Sale al exterior y frente a él se encuentra el muchacho que le trae los
camarones prometidos el día anterior. Los ojos del joven piden una vez más al
viejo pescador que le permita acompañarle, pero éste con un movimiento de
cabeza, señalando el bote del muchacho, lo hace desistir. Se despiden silenciosamente
de forma afectuosa y se desean suerte mutuamente. El joven pescador se dirige a
su bote y el viejo hace lo propio. Al llegar contempla aquella maltrecha embarcación, mudo testigo de
victorias y amargas tristezas, no era sólo un bote, era ya parte de él, como un
brazo o una pierna más. Sube a bordo, guarda los camarones y mientras termina
los últimos preparativos para zarpar, contempla el cielo, el sol es radiante,
una suave brisa acaricia su piel y el olor a mar le llena los pulmones.

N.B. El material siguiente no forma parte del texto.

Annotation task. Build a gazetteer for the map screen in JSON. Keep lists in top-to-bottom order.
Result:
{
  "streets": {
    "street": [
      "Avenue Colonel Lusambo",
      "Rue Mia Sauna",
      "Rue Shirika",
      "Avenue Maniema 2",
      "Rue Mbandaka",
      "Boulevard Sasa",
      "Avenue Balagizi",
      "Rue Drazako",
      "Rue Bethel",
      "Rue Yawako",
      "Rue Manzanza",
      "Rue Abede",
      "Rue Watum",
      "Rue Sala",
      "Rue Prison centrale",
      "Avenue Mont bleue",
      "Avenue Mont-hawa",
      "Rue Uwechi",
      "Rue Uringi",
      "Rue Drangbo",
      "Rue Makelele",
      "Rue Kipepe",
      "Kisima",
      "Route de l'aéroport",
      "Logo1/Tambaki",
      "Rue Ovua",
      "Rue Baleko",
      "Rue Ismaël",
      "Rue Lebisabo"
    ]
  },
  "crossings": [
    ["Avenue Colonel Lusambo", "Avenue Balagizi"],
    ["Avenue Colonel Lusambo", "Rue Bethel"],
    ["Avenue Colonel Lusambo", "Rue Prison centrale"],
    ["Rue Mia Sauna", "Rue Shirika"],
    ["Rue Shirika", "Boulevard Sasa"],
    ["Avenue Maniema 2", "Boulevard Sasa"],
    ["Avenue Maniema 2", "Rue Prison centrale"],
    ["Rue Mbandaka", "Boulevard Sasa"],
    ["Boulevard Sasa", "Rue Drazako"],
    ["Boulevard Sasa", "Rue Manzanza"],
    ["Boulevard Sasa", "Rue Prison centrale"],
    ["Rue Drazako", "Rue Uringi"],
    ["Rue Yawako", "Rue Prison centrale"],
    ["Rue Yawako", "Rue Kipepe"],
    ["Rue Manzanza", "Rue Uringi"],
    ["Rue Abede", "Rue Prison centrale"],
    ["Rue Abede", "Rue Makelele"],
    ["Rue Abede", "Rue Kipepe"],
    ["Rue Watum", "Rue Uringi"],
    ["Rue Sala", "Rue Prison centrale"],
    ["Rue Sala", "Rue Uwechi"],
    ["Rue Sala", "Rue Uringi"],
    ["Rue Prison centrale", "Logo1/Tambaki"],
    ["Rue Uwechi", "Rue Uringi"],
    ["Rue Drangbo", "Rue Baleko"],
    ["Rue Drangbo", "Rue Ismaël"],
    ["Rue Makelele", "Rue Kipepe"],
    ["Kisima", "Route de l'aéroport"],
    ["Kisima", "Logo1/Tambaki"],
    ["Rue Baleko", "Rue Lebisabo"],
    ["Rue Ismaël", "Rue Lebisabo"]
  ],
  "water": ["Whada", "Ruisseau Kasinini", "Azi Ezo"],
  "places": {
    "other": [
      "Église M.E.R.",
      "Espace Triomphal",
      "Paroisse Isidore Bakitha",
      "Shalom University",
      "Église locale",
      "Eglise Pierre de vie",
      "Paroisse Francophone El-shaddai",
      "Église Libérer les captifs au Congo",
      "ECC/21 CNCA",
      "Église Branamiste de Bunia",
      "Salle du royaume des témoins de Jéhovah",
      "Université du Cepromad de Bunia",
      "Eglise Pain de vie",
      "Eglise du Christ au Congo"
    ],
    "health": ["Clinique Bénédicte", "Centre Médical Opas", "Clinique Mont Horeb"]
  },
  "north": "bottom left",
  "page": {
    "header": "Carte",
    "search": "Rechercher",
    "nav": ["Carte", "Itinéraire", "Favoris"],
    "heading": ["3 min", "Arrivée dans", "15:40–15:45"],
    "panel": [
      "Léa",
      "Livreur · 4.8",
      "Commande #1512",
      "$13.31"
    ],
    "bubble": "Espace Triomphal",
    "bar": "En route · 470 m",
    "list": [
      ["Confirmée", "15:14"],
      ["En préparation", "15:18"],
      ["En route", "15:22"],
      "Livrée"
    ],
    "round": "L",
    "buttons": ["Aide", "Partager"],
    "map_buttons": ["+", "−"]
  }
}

Cuando sale a la mar no puede dejar de pensar en los últimos meses, en
los días enteros de mala suerte que había pasado sin un solo pez capturado, era
demasiado tiempo. No había muerto de hambre sólo porque sus amigos y conocidos
le proporcionaban comida, esto le molestaba, nunca le había agradado provocar
lastima, la humillación le dolía aún más que el hambre.

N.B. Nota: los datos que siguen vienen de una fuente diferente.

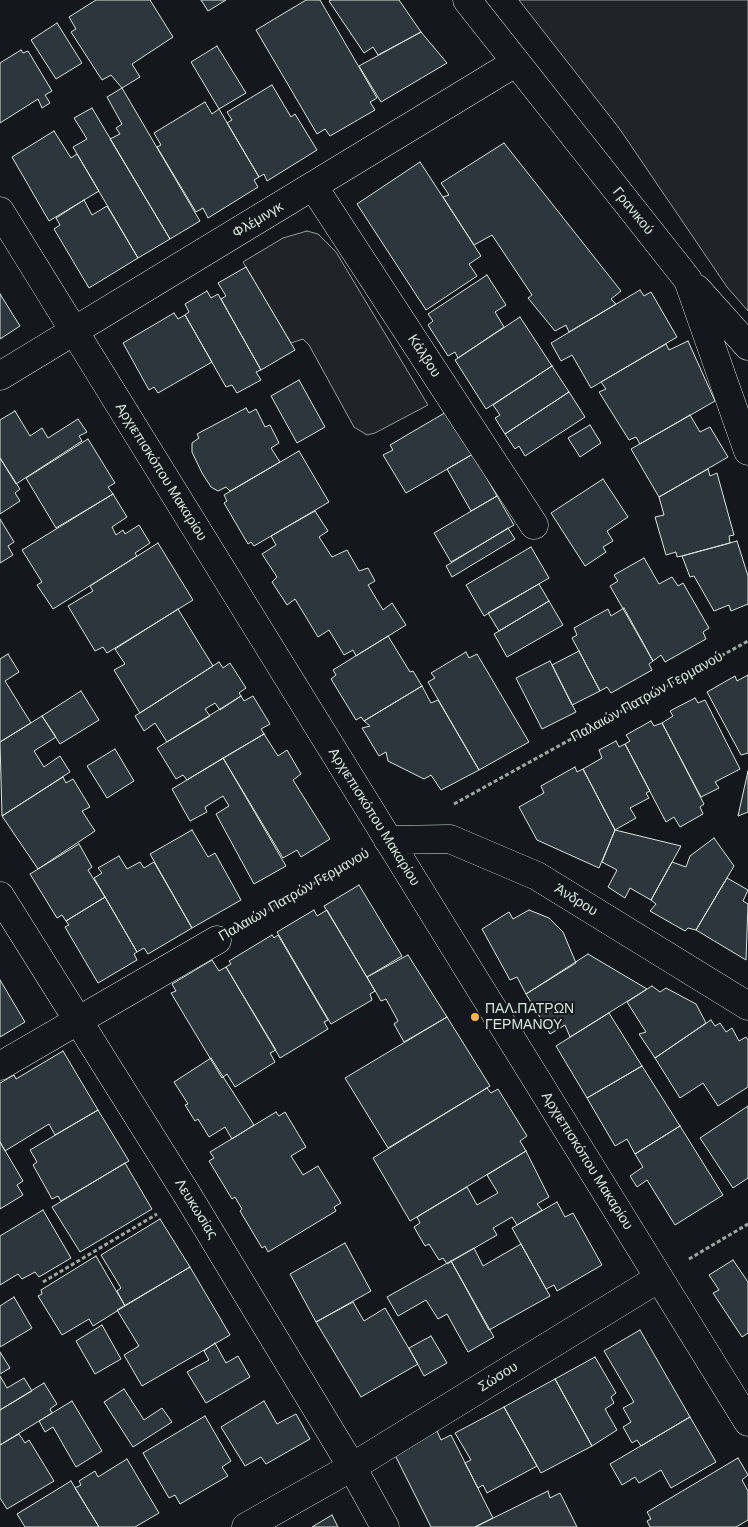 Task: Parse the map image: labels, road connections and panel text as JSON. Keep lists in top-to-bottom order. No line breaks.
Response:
{"streets":{"street":["Γρανικού","Φλέμινγκ","Κάλβου","Αρχιεπισκόπου Μακαρίου","Παλαιών Πατρών Γερμανού","Άνδρου","Λευκωσίας","Σώσου"]},"crossings":[["Γρανικού","Φλέμινγκ"],["Φλέμινγκ","Κάλβου"],["Φλέμινγκ","Αρχιεπισκόπου Μακαρίου"],["Αρχιεπισκόπου Μακαρίου","Παλαιών Πατρών Γερμανού"],["Αρχιεπισκόπου Μακαρίου","Άνδρου"],["Αρχιεπισκόπου Μακαρίου","Σώσου"],["Παλαιών Πατρών Γερμανού","Άνδρου"],["Παλαιών Πατρών Γερμανού","Λευκωσίας"],["Λευκωσίας","Σώσου"]],"places":["ΠΑΛ.ΠΑΤΡΩΝ ΓΕΡΜΑΝΟΥ"]}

Arroja su red al agua y comienza a masticar algunos camarones para
entretener el hambre. Ser pescador requiere de mucha paciencia, esto lo sabía
muy bien, fue la primera cosa que aprendió cuando inició en este oficio. Mientras
espera, comienza a recordar sus días de infancia, aquellos días en los que se
enamoró del mar, esos fueron buenos tiempos, el pescado abundaba y todos podían
vivir muy bien, pero esto se acabó cuando los grandes barcos llegaron, después
de eso, todo comenzó a ir mal.
Un repentino viento le arranca sus pensamientos, las aguas debajo de él comienzan
a alborotarse, el pescador conoce muy bien el mar, sabe que una gran tormenta
se aproxima, una como nunca la ha visto antes. Aún no ha pescado nada, pero
piensa que no vale la pena arriesgarse y decide regresar al puerto. Se consuela
diciendo —un día más de mala suerte no mata a nadie—.

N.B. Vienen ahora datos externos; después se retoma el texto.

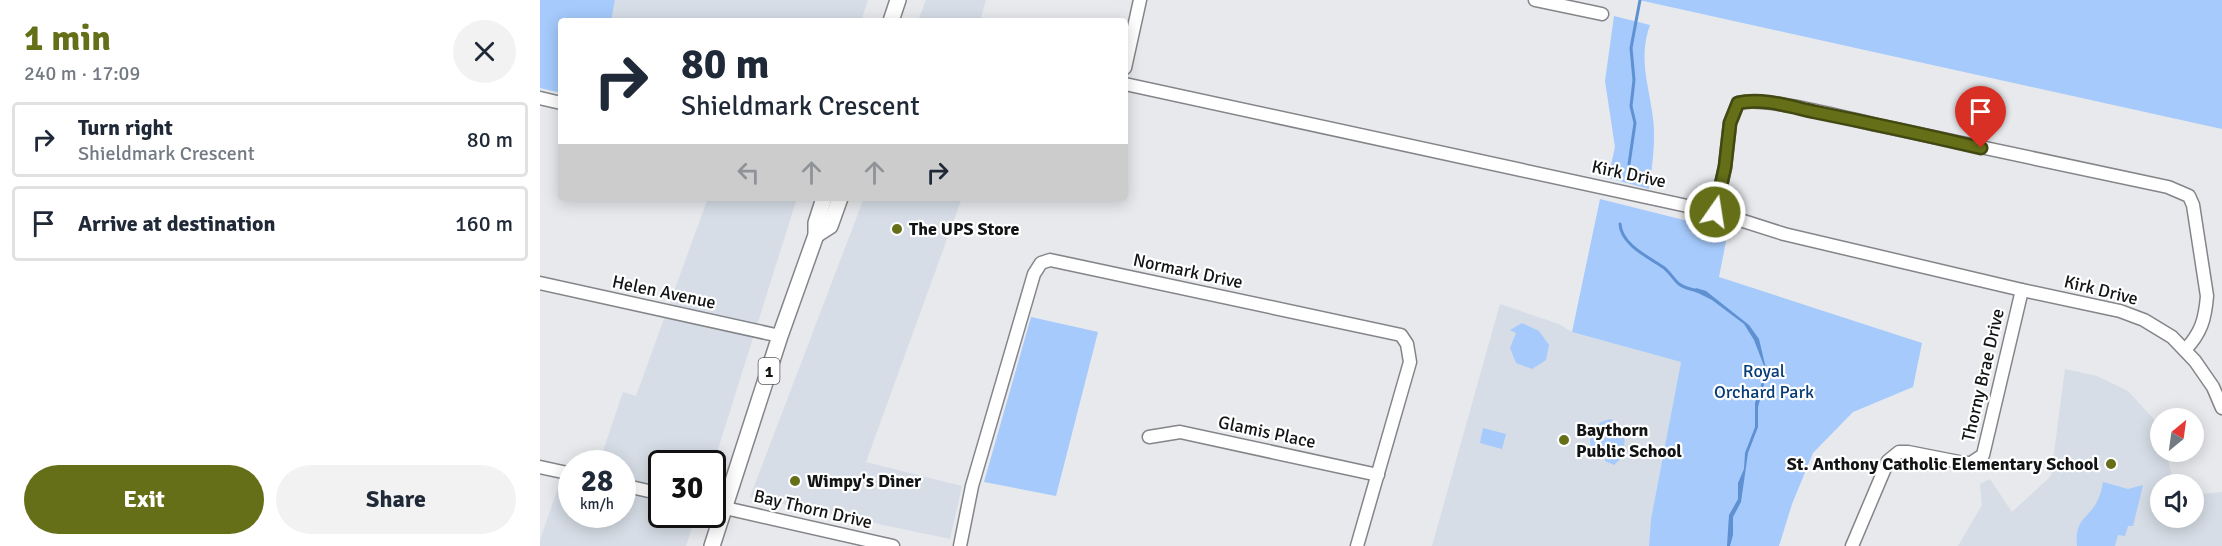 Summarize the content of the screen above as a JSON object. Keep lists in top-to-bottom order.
{
  "streets": {
    "main road": ["1"],
    "street": [
      "Kirk Drive",
      "Normark Drive",
      "Helen Avenue",
      "Thorny Brae Drive",
      "Glamis Place",
      "Bay Thorn Drive"
    ]
  },
  "crossings": [
    ["Kirk Drive", "Thorny Brae Drive"],
    ["Normark Drive", "Glamis Place"],
    ["Helen Avenue", "1"]
  ],
  "parks": ["Royal Orchard Park"],
  "places": [
    "The UPS Store",
    "Baythorn Public School",
    "St. Anthony Catholic Elementary School",
    "Wimpy's Diner"
  ],
  "north": "top right",
  "page": {
    "heading": ["1 min", "240 m · 17:09"],
    "turn": ["80 m", "Shieldmark Crescent"],
    "list": [
      {
        "name": "Turn right",
        "note": "Shieldmark Crescent",
        "value": "80 m"
      },
      {
        "name": "Arrive at destination",
        "value": "160 m"
      }
    ],
    "speed": "28 km/h",
    "limit": "30",
    "buttons": ["Exit", "Share"]
  }
} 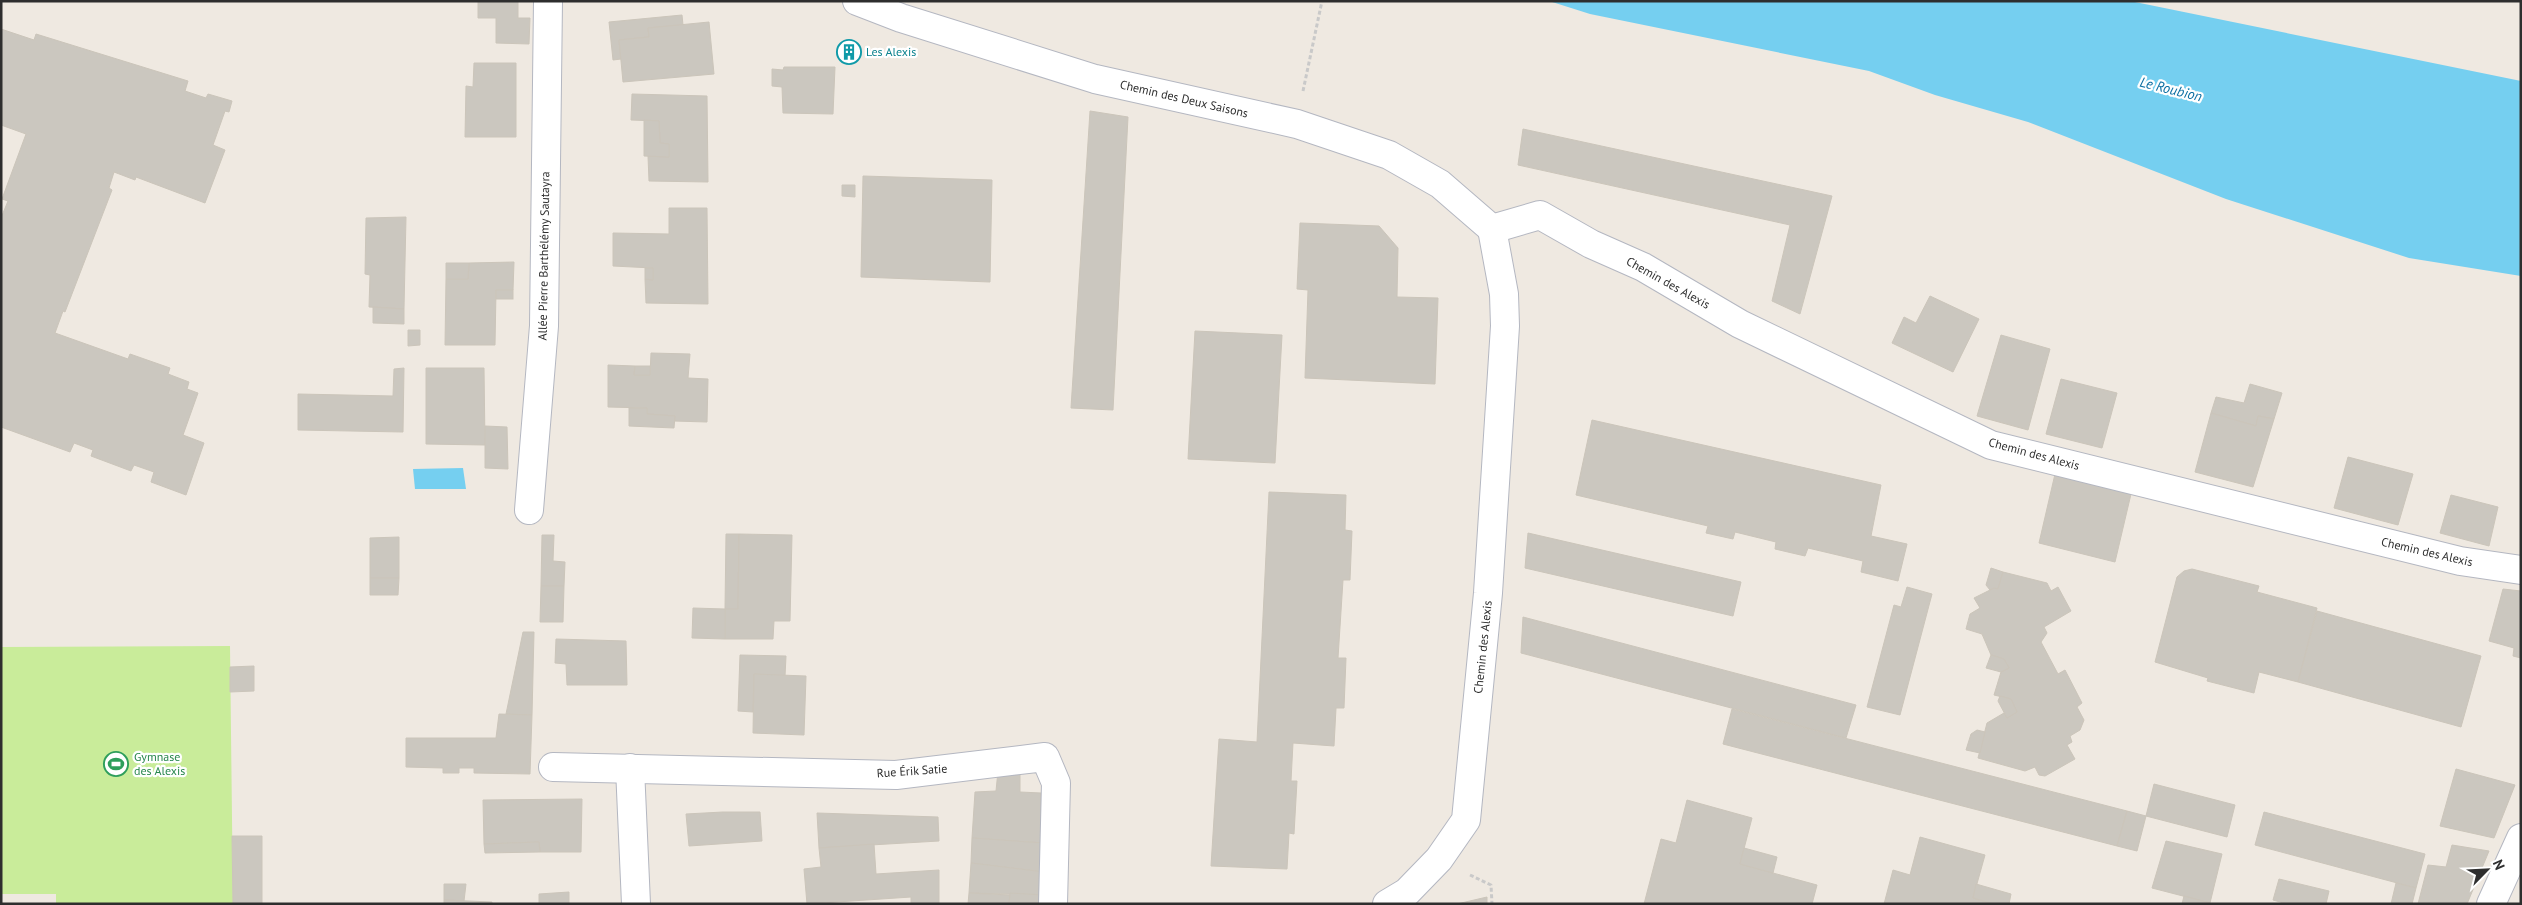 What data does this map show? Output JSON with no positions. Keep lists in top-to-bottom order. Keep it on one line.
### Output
{"streets":{"street":["Chemin des Deux Saisons","Allée Pierre Barthélémy Sautayra","Chemin des Alexis","Rue Érik Satie"]},"crossings":[["Chemin des Deux Saisons","Chemin des Alexis"]],"water":["Le Roubion"],"places":{"building":["Les Alexis"],"sports":["Gymnase des Alexis"]},"north":"top right"}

La tormenta cobra fuerza y se vuelve más violenta, el pequeño barco no
se hunde gracias a la gran habilidad y pericia del viejo. Esta no era la
primera tormenta a la que se enfrentaba y seguramente no sería la última. Se
encuentra cercano a la seguridad del puerto cuando un pensamiento atraviesa su
mente como un arpón. ¿Su joven amigo habría logrado escapar de la tormenta?
Esta interrogante le atormenta, el barco en el que trabaja el muchacho es
fuerte y resistente, pero sus tripulantes son inexpertos. Piensa en regresar,
en buscar a su amigo, pero la razón le dice que no sea tonto, duda por un
instante, toma el timón y gira su bote rumbo a la tormenta. Con valor,
y mostrando gran decisión penetra en la furia del mar. Mira por doquier pero
sólo ve muros de agua que se azotan y destrozan unos a otros. No se acobarda,
sigue en la busca de la única persona que le importa. Desesperado,
agotado, está a punto de rendirse, cuando mira en el agua trozos de madera y
piezas de metal, en medio de ese caos, puede ver la figura de lo que parece ser
un hombre, el cual lucha por no hundirse en las obscuras y violentas aguas. No
sin grandes esfuerzos se acerca a él consiguiendo arrebatarlo de una acuosa
muerte, en su rostro se asoma la tranquilidad al observar que ese cuerpo húmedo
y cansado es el de su amigo. El joven abre los ojos pudiendo ver el rostro de
su salvador, esboza una sonrisa por agradecimiento para después vomitar el agua
que trae en las entrañas.
Pero el mar es caprichoso, al ver que su víctima le ha sido arrancada,
suelta toda su furia en contra de la pequeña embarcación y sus húmedos tripulantes.
El joven y el viejo se encuentran desprotegidos, a la deriva, el bote ha sido
destruido por completo, no queda un pedazo lo suficientemente grande como para
aferrarse a él. El anciano pescador toma al muchacho y con lo que le queda de
fuerza lo arrastra hacia sí. Se siente morir, sus músculos se desgarran por el
esfuerzo, sus huesos se rompen con los iracundos golpes de mar.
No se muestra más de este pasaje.